Lira propõe perdão a governadores para aprovar PEC dos Precatórios
Presidente da Câmara sugere que governadores não sejam penalizados por não gastarem mínimo com educação
Em meio a dificuldades para construir um acordo para a Proposta de Emenda à Constituição (PEC) dos Precatórios, o presidente da Câmara, Arthur Lira (PP-AL), colocou na mesa de negociação a possibilidade de perdão aos estados que não gastaram o mínimo constitucional com a Educação, segundo parlamentares de oposição ouvidos pelo jornal O Globo.
A PEC é considerada o projeto mais importante do governo neste ano, por garantir o pagamento de R$ 400 mensais de benefício do Auxílio Brasil em 2022, ano eleitoral.
Desde a semana passada, parlamentares das bancadas da educação e de oposição reclamam que a PEC bloqueia parte dos recursos para financiar escolas públicas.
O texto do relator Hugo Motta (Republicanos-PB) anteciparia o pagamento para estados e municípios dos precatórios relacionados ao antigo Fundo de Manutenção e Desenvolvimento do Ensino Fundamental e de Valorização do Magistério (Fundef). Trata-se de um montante de R$ 17,5 bilhões.
Em reunião na residência oficial, segundo fontes, Lira propôs uma equação para o pagamento deste valor ao longo de três anos: 30% do montante em 2022, 30% em 2023 e 40% em 2024. Na tentativa de costurar um acordo, também buscou um entendimento com governadores.
Sem este acordo, não há a garantia de que o valor total do Fundef será pago em três anos: ele entraria dentro do novo "subteto" constitucional para os precatórios, que determina que o governo pague as dívidas judiciais até o limite de R$ 40 bilhões (o patamar de 2016, ano da criação do teto, corrigidos pela inflação), jogando o restante para o futuro, mas sem garantias de quando eles seriam finalizados.

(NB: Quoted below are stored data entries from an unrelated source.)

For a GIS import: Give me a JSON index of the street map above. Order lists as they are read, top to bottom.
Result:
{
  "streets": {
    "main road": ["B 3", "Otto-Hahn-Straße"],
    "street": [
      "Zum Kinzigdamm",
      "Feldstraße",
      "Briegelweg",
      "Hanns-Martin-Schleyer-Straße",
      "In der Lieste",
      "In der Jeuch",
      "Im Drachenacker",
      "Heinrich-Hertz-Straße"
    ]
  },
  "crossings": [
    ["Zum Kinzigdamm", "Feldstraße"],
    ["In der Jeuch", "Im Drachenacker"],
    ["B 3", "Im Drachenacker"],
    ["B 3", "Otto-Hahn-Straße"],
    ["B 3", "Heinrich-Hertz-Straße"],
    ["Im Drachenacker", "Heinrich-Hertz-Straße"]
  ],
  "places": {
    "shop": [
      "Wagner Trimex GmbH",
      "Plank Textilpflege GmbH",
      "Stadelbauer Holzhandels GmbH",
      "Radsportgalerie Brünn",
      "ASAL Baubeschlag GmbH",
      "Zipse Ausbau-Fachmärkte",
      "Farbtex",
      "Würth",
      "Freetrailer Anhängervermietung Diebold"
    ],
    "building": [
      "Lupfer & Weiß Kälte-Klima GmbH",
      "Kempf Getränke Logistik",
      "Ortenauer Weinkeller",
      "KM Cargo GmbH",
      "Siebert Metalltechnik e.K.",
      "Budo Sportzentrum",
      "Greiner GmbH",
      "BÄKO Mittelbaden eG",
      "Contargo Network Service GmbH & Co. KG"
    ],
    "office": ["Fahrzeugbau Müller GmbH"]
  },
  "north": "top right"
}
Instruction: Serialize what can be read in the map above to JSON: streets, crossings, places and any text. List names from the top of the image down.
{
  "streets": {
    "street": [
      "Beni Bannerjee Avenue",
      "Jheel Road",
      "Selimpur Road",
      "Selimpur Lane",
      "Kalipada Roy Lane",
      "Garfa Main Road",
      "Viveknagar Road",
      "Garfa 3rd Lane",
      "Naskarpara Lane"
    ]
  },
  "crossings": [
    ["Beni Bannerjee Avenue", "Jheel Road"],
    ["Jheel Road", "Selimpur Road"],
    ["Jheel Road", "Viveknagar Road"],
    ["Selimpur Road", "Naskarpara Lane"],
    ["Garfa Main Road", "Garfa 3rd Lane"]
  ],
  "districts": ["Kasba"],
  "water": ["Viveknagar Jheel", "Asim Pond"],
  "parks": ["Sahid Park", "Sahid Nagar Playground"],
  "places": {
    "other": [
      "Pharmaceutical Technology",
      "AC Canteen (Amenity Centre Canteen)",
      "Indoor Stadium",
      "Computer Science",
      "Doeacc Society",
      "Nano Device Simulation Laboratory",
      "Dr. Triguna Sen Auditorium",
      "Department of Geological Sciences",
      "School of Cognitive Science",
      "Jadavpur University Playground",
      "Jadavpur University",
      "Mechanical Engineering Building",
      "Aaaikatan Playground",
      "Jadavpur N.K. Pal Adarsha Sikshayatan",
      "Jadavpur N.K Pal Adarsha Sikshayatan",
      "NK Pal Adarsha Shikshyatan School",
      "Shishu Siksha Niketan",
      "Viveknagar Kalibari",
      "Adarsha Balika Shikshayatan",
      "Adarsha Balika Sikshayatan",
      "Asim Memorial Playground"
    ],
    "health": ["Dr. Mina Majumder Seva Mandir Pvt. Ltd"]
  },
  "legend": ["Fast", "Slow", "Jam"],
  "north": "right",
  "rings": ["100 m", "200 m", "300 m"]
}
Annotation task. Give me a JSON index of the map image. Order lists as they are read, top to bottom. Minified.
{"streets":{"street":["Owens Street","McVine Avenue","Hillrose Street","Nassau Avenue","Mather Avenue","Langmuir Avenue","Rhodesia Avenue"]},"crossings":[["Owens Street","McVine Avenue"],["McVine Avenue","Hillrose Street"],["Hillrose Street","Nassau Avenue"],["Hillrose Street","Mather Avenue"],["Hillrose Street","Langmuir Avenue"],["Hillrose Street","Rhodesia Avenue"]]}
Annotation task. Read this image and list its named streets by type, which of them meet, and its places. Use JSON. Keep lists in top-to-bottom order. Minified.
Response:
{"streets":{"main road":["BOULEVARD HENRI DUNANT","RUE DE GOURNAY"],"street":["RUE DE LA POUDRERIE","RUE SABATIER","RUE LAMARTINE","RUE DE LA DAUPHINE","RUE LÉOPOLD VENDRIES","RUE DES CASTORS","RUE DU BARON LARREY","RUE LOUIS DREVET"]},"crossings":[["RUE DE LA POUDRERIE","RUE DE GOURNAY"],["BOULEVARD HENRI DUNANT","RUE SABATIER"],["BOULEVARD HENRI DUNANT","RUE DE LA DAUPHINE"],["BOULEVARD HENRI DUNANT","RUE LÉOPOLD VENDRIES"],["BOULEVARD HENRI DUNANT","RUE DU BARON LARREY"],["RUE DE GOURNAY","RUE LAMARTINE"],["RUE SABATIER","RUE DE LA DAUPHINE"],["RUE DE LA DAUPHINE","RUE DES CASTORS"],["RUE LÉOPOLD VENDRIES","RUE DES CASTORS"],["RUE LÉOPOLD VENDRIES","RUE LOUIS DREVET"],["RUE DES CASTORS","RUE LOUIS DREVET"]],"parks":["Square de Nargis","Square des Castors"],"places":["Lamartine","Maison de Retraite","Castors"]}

Ao abordar o mesmo ponto, também entrou na discussão a possibilidade de perdão aos governadores que não aplicarem o mínimo constitucional na área. Isso seria feito com votação de uma outra Proposta de Emenda à Constituição, já aprovada previamente no Senado.
Apesar dos novos termos de negociação, líderes de oposição continuam a resistindo a chegar a um entendimento.
Segundo líderes, ainda há uma dificuldade relacionada aos recursos do Fundef. Não há alternativas regimentais para que esse trecho seja alterado no relatório de Hugo Motta.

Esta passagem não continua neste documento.